Discours, propagande, recrutement : une trilogie toujours efficace

En effet, Daech est rarement à l’initiative de ses propres conflits. Au contraire, il contrôle en permanence le pouls conflictuel, recherchant les zones de troubles préexistants ou naissants, exploitant les failles. Cela a pour effet d’hybrider un objectif global — l’établissement d’un califat, les appels aux attaques contre les « ennemis de l’islam », le recrutement et le soutien financier — avec des luttes locales ou régionales, telles que l’adoption de la charia comme entité juridique ou des revendications d’indépendance. Cette hybridation des conflits permet de fonder le discours de Daech qui peut ainsi présenter ses « soldats » comme des combattants de la liberté, des « croisés » désireux de venger les torts et de défendre leurs frères de foi, promoteurs des causes islamiques. En concevant ce récit comme un moyen défensif de protection et de promotion des droits des musulmans, et en s’intégrant dans une myriade de conflits existants et émergents, Daech a pu développer ses actions terroristes comme des actes préservant son expression et son identité religieuses tout en mettant à mal les ennemis de sa version de l’islam. Ce faisant, Daech internationalise le conflit régional auquel il prend part, tandis que sa lutte mondiale adopte une mythologie et une importance régionales. Les deux conflits deviennent ainsi inextricablement liés.
Tout comme pour son discours, Daech apporte également un grand soin à l’architecture de sa propagande, en particulier avec sa vidéographie, dont la production et la diffusion sont aussi essentielles à une guerre sainte que les actes terroristes eux-mêmes. Les propagandistes ont reçu l’ordre de mettre tout en scène, par exemple, la hiérarchisation des imams au-dessus des soldats, ainsi que les angles de prise de vues cinématographiques. Les enseignants religieux doivent être représentés au-dessus du champ de vision des combattants. Il doit y avoir des livres dans chaque image, impliquant l’intellect et le caractère religieux du groupe. Des bouteilles d’eau à moitié vides doivent symboliser le temps investi dans chaque exposé religieux — une célébration de leur piété et de leur dévotion. Ce niveau d’attention aux détails permet à Daech de produire du matériel de recrutement visuel très efficace et très ciblé. Cela fait partie intégrante de la menace majeure que Daech représenta et représente toujours pour l’Occident.

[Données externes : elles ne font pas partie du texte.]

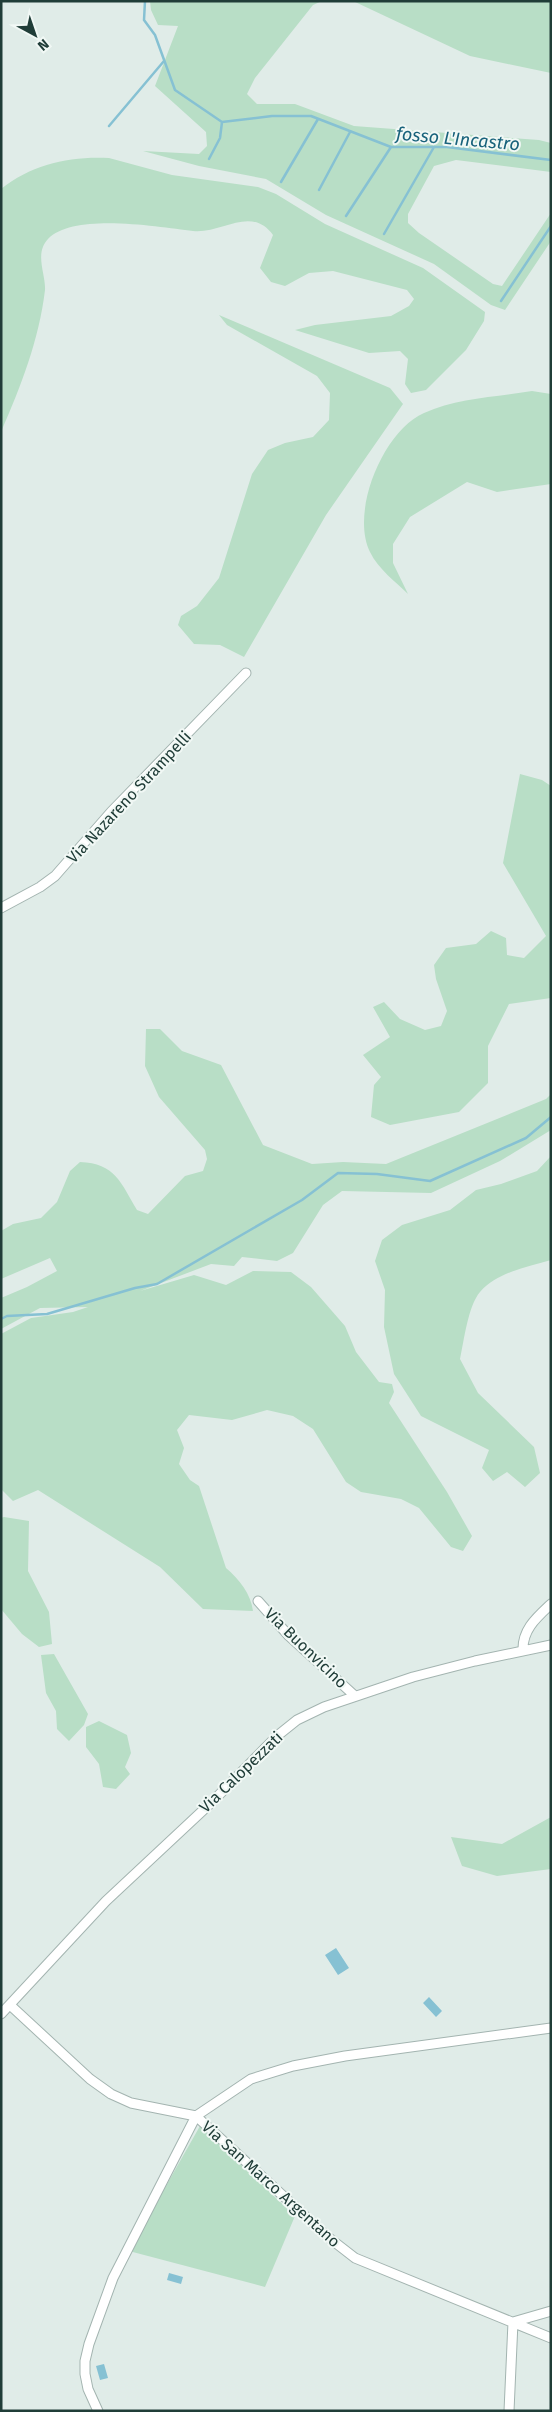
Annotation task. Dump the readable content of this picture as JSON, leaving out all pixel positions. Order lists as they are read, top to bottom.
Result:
{
  "streets": {
    "street": [
      "Via Nazareno Strampelli",
      "Via Buonvicino",
      "Via Calopezzati",
      "Via San Marco Argentano"
    ]
  },
  "crossings": [
    ["Via Buonvicino", "Via Calopezzati"],
    ["Via Calopezzati", "Via San Marco Argentano"]
  ],
  "water": ["fosso L'Incastro"],
  "north": "bottom right"
}
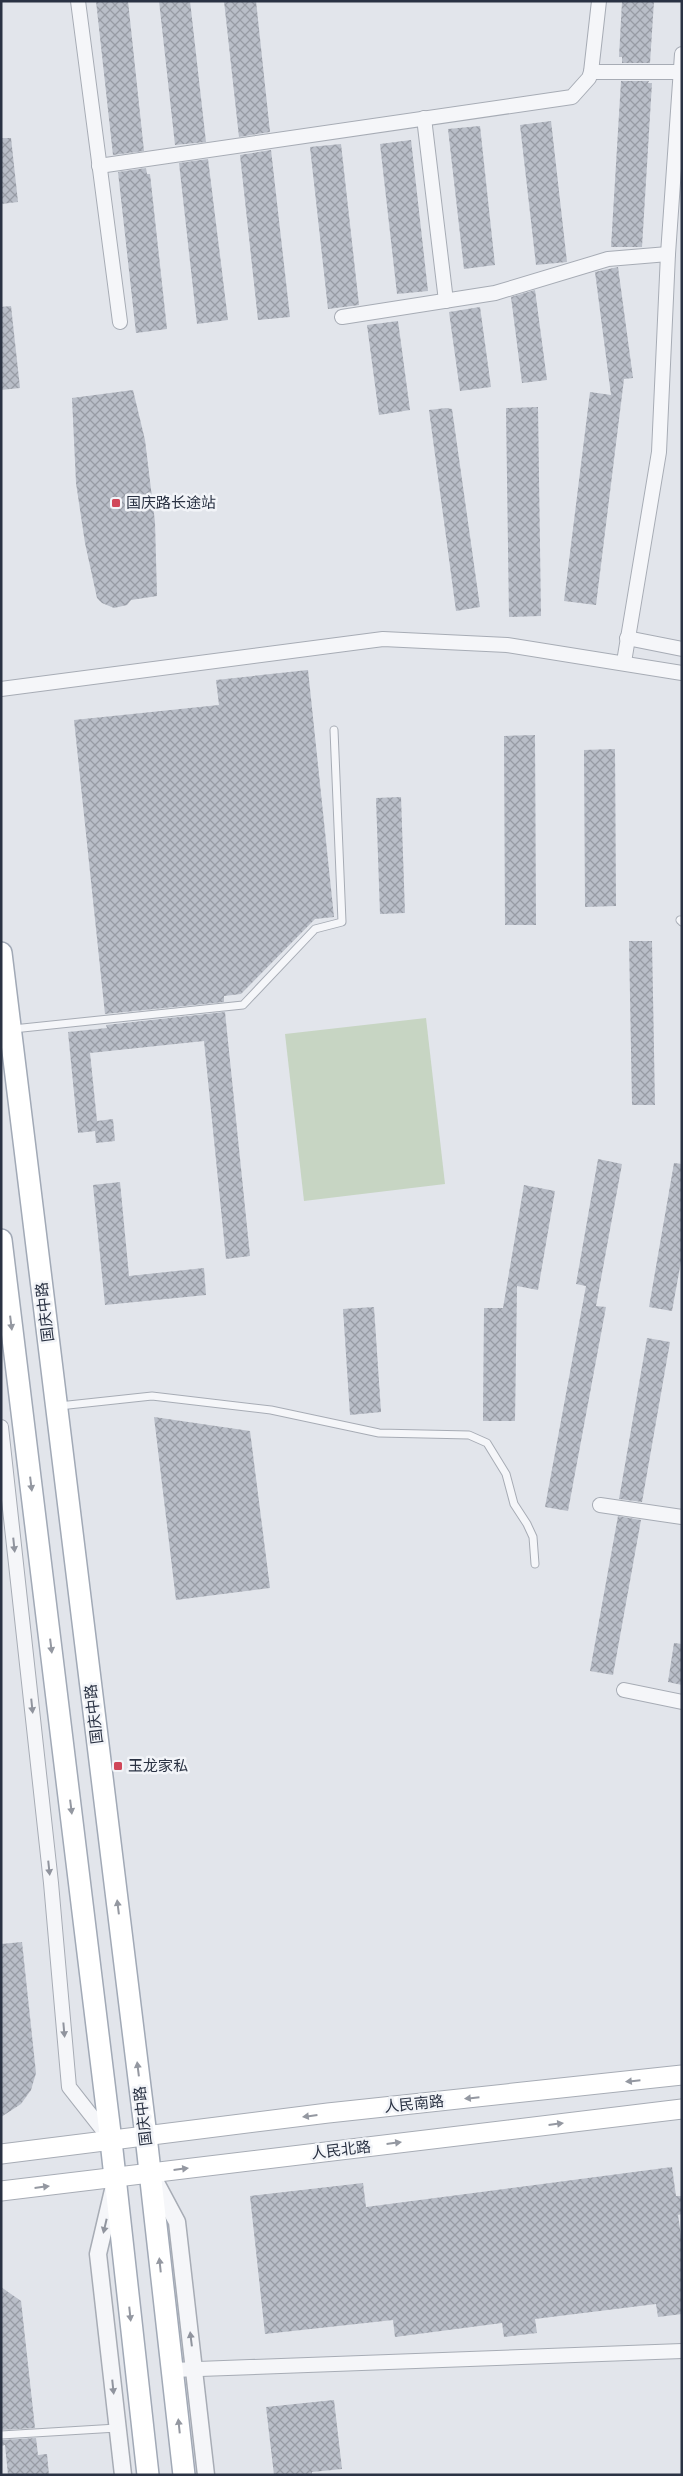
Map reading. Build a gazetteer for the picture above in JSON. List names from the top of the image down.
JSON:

Confrontés à la perte de leur sanctuaire territorial, les leaders de Daech — stratèges et dirigeants — ont été encouragés à élaborer leurs propres plans financiers et militaires, se focalisant sur le recrutement en ligne et la diffusion de matériel idéologique. En associant l’hybridation de conflits locaux et mondiaux à une propagande spécifique, ciblée et efficace, l’EI a été en mesure d’inspirer la violence et les actes terroristes sans aucun investissement direct dans les auteurs. Daech est dangereux dans sa capacité à planter les graines de la radicalisation à distance, influençant un individu à travers quelque chose d’aussi passif qu’une vidéo en ligne ou des communiqués de presse sur un canal Telegram. Sa capacité à militariser la communication et à utiliser l’information comme une arme est inégalée. L’efficacité de la propagande transmise dans ces conditions de grande autonomie se mesure à l’aune du nombre d’allégeances individuelles et régionales à Daech ainsi qu’au nombre d’attaques qu’elle a inspirées, le tout ayant un impact et une influence politiques considérables. Dans ce domaine, Daech n’a pas moins d’impact aujourd’hui qu’à son apogée territoriale en 2015, d’autant plus que les guerres et les conflits sur les théâtres où le groupe est présent persistent, sans qu’aucune solution ne soit en vue.

Un arsenal encore fourni

Les conflits dans lesquels Daech a été impliqué lui ont également donné la possibilité d’acquérir des armes. À ses débuts, l’EI récupérait souvent des armes à la suite d’escarmouches, de prises de contrôle de casernes ou de postes de police, ou les volait directement. L’EI recrutait aussi des combattants d’autres groupes militants, et même des forces d’autodéfense ou des forces gouvernementales. Or, ces recrues s’enfuyaient souvent avec des armes, des munitions, des chars et des véhicules, dotant l’organisation d’équipements aussi fiables et puissants (voire parfois plus) que ceux utilisés contre lui. Cependant, avec la prise de contrôle d’une grande partie du territoire syro-irakien par le groupe et la nécessité de le consolider, les besoins en armements ont augmenté plus rapidement qu’ils n’ont pu être satisfaits. Daech a alors commencé à acheter des armes par l’intermédiaire de marchands tiers ou en contrebande, le plus souvent des armes chinoises, roumaines et russes. De même, les armes et munitions des Balkans occidentaux représentent un pourcentage important des munitions et armes légères utilisées dans le conflit. Les armes fournies par les pays occidentaux à leurs alliés tombaient également entre les mains de Daech, souvent dans le cadre d’opérations stratégiques de vol et de pillage ou pendant les retraites des forces alliées, d’après les travaux menés par le Conflict Armament Research, en coopération avec le gouvernement allemand. Comme en témoigne l’utilisation d’armes militaires en provenance de l’armée américaine pendant le siège de Kobane, cela représente une menace majeure pour les puissances et les forces occidentales, car tout avantage tactique sur Daech pourrait s’estomper.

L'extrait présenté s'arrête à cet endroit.